(Available records):
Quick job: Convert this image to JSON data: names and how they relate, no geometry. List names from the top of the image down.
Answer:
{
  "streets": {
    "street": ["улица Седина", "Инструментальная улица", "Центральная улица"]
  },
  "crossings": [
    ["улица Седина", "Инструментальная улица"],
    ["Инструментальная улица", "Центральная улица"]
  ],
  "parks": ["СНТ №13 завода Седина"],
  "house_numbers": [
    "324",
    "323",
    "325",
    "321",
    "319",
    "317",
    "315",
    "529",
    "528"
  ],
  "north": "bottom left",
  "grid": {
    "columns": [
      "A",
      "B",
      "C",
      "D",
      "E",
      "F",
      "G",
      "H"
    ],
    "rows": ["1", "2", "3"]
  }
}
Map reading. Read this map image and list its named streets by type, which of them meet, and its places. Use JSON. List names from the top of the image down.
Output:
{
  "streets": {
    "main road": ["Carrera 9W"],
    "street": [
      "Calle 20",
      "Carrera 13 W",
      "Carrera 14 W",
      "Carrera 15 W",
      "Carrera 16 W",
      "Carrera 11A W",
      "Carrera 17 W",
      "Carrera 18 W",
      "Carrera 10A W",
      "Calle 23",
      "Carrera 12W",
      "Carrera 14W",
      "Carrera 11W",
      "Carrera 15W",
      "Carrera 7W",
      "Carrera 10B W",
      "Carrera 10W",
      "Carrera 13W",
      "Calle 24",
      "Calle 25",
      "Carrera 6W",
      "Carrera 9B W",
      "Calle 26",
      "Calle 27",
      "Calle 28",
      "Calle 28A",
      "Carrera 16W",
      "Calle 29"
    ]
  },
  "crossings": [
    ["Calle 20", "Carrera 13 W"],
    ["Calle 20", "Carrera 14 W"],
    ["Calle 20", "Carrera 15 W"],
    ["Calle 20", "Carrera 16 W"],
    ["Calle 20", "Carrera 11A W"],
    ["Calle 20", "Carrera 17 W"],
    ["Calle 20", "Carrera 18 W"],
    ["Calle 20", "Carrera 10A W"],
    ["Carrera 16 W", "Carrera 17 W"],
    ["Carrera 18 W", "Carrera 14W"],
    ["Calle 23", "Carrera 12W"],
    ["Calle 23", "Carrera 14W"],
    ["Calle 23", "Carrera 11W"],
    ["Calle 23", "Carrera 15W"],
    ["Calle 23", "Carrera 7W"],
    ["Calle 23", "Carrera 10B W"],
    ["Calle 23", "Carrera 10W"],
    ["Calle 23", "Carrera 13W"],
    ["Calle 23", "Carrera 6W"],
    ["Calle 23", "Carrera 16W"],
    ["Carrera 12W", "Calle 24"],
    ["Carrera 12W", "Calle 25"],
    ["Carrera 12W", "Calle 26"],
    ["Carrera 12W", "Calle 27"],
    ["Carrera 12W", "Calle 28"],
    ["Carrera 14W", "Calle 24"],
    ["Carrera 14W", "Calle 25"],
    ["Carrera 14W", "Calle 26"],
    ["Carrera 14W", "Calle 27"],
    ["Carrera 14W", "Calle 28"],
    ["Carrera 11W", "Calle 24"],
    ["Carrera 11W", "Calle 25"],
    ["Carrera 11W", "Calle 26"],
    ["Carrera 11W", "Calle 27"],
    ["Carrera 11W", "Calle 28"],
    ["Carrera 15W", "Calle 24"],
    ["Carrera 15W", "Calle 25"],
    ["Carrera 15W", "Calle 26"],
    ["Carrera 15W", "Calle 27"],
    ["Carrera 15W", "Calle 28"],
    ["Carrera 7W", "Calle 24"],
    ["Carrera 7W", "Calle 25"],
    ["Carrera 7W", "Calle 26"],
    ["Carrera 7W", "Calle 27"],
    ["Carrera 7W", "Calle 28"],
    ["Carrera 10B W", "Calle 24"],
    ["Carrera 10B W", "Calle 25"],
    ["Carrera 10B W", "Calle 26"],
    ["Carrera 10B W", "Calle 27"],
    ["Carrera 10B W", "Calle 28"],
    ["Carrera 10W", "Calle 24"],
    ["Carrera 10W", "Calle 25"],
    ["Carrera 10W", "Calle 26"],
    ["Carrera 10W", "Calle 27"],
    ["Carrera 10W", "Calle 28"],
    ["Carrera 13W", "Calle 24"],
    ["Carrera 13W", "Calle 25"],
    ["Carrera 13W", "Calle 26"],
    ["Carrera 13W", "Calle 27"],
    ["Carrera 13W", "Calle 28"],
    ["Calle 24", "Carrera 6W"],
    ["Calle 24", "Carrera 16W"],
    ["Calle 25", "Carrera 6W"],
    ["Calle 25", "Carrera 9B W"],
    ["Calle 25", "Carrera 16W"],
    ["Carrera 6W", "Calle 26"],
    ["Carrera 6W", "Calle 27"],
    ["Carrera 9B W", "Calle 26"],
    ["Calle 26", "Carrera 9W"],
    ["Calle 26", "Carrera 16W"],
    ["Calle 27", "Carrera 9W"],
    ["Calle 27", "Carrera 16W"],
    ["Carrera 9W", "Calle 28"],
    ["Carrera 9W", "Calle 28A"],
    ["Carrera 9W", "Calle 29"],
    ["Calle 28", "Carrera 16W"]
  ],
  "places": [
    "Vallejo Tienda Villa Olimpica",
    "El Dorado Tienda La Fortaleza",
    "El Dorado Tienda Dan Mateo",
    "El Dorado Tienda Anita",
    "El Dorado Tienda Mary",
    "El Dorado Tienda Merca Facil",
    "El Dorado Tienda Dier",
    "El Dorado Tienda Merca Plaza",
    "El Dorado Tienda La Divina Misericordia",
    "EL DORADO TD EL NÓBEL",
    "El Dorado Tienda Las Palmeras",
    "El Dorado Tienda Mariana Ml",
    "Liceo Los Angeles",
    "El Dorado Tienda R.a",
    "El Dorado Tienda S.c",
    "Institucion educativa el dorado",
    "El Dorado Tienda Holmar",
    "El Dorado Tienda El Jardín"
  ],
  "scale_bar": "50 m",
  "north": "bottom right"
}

(Problem to work on): If a line holds the string "JSON", it counts; please state how many such lines there are in the data, with nothing more.

(Exercise solution): 2